Footnote 3 At the sentencing hearing at issue in the instant case, Koon made a proffer that his psychiatric expert would testify to substantially the same effect as the expert had done in the hearing that resulted in Koon I, supra. The following testimony by Dr. Pattison, an expert psychiatric witness, was proffered in mitigation at that earlier hearing:
"Q: You have observed Paul in his prison environment-his jail environment. Do you have an opinion as to his ability to adapt to a long term institutional environment?
"A: Yes. Both from the records and from observing him in the jail and talking with him it is, I think, quite clear in my professional opinion that he adapts very well to an institutional environment. As a matter of fact, in my professional judgment, in an institutional environment he has performed at probably his highest levels of function during his adult life, in as much as that environment is supportive, protective and has a relatively low level of stress compared to life in the outside world. Therefore, in this case I would be willing to risk a professional prediction in that I would predict that he would make an overall excellent institutional adjustment on a long term basis. . . .
"Q: Do you think Paul would be a violent person in an institutionalized environment?
"A: Again, in my professional opinion I feel confident in a reasonable frame to conclude that he would not be violent or dangerous within a custodial institution. The basis for my opinion is his past record within the custodial environment, his ability to conform within that environment, not only to maximum seclusion, but also conforming to the rules and regulations when he was under minimal supervision. Furthermore, his past history and his present state suggests that he performs interpersonally much better with men. That his major provocations of explosive and assaultive behavior is with women rather than with men. Therefore, I conclude that he would be a very good risk for good adjustment in an institution and a very low risk for assaultive or violent behavior in an institutional setting.
"Q: He could be, in your opinion, could he be a contributive [sic] member to a prison institution?
"A: Again, for the same reasons, I would say yes, in my professional opinion." Pet. for Cert. in No. 84-5850, pp. 6-7.
Footnote 4 The character evidence that the court found was cumulative to Patterson's evidence of his prison record was the testimony of a former employer that Patterson was a good and responsible worker and general testimony by Patterson's relatives to the effect that he had been a good child and was still a "wonderful person" who had been led by bad influences to commit a murder that was out of character for him.

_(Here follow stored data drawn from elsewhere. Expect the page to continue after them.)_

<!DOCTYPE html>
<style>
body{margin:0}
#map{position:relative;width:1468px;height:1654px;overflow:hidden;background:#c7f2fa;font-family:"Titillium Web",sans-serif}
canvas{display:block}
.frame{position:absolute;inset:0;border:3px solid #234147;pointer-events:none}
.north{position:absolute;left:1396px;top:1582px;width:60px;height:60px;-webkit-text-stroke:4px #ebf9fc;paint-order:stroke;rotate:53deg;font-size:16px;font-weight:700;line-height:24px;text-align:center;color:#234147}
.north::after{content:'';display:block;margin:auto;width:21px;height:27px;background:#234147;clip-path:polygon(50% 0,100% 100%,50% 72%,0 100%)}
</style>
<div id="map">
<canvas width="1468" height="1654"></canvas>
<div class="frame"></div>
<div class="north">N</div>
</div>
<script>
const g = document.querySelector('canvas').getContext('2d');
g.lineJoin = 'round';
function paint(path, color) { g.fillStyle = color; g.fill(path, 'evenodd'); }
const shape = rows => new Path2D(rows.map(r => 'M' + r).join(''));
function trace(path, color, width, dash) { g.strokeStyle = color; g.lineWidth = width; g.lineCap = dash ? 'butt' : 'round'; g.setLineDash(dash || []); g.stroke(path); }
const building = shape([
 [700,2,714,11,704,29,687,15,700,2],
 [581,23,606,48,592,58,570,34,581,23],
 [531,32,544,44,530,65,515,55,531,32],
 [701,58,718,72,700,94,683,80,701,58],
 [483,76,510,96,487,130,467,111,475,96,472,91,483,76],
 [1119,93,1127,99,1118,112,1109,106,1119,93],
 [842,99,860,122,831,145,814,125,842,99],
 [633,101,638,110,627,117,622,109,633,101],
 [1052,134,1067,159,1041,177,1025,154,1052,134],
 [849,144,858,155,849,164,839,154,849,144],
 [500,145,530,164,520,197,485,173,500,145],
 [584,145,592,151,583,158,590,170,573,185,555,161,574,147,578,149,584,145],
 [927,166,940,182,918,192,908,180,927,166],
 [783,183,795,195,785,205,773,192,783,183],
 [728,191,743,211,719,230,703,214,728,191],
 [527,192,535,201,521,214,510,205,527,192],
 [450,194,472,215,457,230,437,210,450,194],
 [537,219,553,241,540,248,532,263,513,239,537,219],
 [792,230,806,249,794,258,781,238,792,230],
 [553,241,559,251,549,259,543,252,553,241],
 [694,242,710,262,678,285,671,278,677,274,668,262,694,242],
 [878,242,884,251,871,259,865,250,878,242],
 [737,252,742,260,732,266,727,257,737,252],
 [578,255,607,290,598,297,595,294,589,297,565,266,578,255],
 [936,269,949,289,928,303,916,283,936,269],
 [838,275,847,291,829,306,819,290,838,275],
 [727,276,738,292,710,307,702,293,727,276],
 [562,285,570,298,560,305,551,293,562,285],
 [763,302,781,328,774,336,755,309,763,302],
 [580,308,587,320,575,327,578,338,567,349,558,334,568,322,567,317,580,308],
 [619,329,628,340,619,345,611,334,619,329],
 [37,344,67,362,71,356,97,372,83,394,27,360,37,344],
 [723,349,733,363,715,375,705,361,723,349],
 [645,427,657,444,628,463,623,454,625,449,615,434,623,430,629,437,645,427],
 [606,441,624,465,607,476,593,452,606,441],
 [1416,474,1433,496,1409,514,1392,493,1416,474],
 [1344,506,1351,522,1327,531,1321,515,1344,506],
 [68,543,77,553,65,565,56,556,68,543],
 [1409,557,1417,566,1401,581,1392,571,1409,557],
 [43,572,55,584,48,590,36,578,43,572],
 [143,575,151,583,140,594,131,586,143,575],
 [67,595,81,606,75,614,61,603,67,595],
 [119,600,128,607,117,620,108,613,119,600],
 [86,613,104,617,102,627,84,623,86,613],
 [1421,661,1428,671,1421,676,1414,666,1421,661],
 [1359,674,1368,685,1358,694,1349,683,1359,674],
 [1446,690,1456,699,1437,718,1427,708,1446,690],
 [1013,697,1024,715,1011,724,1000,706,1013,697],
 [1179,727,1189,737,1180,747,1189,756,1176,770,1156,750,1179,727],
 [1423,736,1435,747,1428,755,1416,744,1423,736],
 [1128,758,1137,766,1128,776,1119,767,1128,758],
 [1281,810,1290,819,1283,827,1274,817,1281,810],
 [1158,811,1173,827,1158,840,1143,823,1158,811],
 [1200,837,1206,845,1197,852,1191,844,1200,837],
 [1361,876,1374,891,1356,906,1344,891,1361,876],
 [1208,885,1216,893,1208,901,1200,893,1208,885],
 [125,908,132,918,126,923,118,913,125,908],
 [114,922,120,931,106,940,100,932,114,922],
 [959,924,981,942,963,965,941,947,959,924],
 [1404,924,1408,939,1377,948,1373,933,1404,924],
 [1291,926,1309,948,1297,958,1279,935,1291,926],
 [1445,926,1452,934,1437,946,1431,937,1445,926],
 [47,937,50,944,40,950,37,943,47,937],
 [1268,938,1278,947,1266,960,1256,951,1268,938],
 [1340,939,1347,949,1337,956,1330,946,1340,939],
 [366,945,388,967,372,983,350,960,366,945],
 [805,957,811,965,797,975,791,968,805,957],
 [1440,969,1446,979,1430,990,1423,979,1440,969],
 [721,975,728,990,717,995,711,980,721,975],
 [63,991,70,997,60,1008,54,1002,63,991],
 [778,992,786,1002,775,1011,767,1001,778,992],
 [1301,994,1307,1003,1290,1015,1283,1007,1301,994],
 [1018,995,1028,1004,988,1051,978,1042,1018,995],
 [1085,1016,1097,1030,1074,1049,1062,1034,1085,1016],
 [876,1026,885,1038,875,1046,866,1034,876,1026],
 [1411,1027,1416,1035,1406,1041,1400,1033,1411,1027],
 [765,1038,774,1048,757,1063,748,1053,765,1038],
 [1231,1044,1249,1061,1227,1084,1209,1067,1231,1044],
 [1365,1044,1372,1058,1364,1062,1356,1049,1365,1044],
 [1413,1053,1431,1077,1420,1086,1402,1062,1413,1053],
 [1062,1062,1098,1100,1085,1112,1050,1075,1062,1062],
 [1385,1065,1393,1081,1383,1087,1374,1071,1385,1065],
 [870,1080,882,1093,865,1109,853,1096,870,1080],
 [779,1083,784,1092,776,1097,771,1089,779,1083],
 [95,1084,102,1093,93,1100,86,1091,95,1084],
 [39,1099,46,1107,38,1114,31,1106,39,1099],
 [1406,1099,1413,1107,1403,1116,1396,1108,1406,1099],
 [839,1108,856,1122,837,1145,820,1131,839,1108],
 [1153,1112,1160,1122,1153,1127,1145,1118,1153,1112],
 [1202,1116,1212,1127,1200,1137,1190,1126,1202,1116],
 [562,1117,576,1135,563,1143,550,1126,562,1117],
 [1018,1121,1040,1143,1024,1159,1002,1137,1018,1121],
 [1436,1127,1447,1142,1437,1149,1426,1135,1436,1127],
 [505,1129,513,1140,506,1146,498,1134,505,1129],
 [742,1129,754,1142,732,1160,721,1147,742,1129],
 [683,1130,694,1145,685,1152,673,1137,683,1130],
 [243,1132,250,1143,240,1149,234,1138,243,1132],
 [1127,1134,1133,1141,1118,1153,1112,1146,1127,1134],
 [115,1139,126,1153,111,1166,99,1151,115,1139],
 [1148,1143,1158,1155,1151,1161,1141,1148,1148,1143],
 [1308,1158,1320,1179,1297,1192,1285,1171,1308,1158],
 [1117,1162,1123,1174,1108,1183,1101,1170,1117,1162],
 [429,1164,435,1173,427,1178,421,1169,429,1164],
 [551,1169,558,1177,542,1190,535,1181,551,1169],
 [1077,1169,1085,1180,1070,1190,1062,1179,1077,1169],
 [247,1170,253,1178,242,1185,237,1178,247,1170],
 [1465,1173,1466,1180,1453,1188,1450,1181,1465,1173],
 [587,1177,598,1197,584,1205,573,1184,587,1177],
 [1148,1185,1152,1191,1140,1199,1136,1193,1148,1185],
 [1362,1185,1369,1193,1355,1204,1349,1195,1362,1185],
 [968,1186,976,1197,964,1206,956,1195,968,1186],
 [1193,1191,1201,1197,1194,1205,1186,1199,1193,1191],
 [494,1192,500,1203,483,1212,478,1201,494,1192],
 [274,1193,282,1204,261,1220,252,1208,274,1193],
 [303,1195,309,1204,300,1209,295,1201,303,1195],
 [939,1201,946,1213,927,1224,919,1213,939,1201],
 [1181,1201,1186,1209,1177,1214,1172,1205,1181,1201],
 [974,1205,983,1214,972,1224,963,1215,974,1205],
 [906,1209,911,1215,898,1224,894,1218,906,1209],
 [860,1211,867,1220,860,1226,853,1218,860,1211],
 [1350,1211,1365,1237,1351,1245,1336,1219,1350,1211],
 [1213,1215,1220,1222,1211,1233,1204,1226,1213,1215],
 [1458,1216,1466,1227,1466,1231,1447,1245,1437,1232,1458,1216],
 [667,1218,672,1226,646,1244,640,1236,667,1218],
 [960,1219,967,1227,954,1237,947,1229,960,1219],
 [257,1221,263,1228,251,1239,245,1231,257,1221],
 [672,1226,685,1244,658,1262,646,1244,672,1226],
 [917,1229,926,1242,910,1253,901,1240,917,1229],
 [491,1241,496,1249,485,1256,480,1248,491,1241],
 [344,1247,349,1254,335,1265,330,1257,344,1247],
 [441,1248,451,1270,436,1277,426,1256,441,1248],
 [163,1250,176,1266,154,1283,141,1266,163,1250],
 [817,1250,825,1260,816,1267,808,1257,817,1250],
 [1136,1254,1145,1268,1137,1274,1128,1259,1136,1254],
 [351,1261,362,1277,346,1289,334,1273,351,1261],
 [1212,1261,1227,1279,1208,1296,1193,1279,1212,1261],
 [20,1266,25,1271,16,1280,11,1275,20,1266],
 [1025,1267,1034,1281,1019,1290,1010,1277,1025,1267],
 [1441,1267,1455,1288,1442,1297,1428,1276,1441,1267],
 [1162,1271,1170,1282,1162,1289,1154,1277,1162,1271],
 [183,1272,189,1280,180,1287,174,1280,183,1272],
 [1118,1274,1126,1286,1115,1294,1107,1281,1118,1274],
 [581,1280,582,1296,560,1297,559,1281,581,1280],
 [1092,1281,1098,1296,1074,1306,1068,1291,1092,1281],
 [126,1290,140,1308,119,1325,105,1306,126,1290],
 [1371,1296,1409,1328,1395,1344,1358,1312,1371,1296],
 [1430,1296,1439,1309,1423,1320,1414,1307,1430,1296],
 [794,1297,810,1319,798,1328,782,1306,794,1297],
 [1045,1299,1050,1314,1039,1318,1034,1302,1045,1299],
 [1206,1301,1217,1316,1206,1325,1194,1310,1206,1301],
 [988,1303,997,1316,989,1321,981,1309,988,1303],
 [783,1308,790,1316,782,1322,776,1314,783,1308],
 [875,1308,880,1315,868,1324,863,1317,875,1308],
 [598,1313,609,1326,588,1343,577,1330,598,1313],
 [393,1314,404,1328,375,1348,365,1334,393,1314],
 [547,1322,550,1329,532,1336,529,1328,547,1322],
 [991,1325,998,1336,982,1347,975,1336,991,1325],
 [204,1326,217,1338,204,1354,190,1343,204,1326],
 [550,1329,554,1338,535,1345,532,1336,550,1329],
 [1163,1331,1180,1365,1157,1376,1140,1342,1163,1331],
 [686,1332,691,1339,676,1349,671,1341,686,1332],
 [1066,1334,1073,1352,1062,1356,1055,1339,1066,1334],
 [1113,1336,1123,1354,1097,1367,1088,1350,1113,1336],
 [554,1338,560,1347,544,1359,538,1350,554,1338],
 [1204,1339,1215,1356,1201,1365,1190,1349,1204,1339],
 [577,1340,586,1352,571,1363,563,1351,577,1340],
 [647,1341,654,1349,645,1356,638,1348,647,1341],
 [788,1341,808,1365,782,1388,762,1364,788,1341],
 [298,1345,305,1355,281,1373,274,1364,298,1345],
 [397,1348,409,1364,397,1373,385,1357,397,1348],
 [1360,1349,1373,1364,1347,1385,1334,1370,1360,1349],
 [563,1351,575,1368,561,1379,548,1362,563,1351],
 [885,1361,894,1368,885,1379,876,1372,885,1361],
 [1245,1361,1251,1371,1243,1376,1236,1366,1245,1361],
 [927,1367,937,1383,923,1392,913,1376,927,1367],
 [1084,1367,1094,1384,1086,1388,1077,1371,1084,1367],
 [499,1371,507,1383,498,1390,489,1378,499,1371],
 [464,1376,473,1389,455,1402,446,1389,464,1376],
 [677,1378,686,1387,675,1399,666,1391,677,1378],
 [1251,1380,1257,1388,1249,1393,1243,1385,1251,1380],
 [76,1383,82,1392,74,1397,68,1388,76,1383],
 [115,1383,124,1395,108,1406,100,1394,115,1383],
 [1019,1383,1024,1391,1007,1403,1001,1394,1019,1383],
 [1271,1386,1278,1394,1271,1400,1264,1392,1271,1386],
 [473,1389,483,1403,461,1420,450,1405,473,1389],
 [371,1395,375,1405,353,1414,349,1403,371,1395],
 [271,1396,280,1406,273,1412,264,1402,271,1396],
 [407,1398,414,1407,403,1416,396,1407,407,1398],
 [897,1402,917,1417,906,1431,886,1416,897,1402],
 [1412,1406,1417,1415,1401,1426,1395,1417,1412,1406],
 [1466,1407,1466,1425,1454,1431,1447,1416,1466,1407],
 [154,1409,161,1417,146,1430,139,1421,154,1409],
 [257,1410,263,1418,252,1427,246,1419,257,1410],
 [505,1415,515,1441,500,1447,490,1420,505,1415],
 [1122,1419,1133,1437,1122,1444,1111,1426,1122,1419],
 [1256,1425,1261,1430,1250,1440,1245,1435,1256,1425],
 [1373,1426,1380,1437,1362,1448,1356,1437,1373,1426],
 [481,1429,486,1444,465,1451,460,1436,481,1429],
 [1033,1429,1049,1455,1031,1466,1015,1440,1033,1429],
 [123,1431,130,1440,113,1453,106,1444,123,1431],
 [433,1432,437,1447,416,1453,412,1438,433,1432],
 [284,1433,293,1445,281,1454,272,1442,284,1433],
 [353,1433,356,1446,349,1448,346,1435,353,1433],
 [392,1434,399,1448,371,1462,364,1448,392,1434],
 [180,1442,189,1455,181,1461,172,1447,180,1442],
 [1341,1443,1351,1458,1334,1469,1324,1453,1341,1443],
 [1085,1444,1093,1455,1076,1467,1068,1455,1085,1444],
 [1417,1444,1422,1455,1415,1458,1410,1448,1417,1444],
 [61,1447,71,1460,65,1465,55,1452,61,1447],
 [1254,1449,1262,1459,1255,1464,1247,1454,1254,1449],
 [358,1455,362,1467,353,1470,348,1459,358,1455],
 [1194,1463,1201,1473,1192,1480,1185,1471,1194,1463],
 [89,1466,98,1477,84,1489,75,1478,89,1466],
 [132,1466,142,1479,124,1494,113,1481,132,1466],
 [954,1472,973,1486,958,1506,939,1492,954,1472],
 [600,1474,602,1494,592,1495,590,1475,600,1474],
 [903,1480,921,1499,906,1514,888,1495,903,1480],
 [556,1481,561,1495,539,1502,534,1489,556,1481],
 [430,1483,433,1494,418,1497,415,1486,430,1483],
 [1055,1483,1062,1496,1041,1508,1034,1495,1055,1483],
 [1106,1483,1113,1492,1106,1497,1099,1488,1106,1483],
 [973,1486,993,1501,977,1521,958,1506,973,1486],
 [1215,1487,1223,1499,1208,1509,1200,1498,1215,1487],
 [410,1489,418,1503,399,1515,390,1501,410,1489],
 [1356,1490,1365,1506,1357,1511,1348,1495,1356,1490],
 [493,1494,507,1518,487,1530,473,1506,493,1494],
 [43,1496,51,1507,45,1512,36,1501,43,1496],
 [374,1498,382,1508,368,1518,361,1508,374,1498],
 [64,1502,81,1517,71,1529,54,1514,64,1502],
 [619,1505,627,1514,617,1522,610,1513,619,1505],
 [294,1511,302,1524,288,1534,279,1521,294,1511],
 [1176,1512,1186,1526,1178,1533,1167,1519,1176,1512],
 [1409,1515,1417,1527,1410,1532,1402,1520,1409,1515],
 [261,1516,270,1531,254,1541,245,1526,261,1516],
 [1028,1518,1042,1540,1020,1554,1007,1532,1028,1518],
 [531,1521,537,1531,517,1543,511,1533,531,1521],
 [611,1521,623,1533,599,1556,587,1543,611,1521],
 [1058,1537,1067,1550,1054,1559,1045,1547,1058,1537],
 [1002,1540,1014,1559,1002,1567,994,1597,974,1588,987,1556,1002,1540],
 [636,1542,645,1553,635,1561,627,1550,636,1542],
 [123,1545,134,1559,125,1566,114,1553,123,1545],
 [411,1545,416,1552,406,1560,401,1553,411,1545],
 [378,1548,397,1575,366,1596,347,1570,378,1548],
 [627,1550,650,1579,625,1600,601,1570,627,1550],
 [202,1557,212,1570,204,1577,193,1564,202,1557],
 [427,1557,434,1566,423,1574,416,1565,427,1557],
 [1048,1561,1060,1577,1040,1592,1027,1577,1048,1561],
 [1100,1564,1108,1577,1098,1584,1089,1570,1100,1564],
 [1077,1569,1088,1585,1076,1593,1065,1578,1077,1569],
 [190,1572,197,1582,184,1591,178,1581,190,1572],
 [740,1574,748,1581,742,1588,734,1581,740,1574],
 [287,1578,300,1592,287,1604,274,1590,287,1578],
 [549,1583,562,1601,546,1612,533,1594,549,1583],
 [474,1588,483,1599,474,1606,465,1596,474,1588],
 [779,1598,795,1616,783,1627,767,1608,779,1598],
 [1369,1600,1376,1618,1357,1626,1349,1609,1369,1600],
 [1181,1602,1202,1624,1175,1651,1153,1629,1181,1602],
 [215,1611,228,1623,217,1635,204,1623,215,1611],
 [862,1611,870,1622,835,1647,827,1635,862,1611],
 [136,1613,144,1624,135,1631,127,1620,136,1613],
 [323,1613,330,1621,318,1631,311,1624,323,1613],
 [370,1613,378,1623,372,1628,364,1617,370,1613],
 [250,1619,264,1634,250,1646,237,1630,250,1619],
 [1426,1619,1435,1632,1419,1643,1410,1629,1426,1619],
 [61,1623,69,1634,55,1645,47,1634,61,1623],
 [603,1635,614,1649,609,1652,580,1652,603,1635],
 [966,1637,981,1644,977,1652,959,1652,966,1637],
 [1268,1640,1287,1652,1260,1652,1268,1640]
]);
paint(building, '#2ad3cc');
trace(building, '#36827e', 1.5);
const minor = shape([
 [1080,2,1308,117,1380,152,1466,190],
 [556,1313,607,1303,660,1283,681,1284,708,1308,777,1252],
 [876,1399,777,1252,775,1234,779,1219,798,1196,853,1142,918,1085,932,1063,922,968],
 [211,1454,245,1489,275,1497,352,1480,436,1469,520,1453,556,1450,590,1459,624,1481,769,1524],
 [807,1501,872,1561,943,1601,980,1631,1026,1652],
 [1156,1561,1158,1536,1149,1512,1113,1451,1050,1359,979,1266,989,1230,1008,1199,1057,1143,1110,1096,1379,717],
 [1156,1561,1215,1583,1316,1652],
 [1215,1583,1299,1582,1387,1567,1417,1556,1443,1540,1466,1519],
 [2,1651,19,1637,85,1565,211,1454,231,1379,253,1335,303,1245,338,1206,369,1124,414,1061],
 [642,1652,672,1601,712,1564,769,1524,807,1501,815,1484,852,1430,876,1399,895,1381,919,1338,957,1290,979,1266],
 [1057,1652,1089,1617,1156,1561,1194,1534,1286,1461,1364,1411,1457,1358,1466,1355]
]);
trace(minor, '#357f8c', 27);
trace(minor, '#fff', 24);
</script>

Footnote 5 The fact that in both of these cases the state court held that the proffered evidence of prior prison behavior was "cumulative" cannot save either of these decisions from review. In both cases, the theory of future nondangerousness was deemed irrelevant and the evidence and argument which would have been necessary to its proof were excluded. The determinations of "cumulativeness" whatever their merits, cf. Chapman v. California, 386 U.S. 18 (1967), were determinations that rested on the predicate federal determination that the only basis for the relevance of the evidence was to show general good character.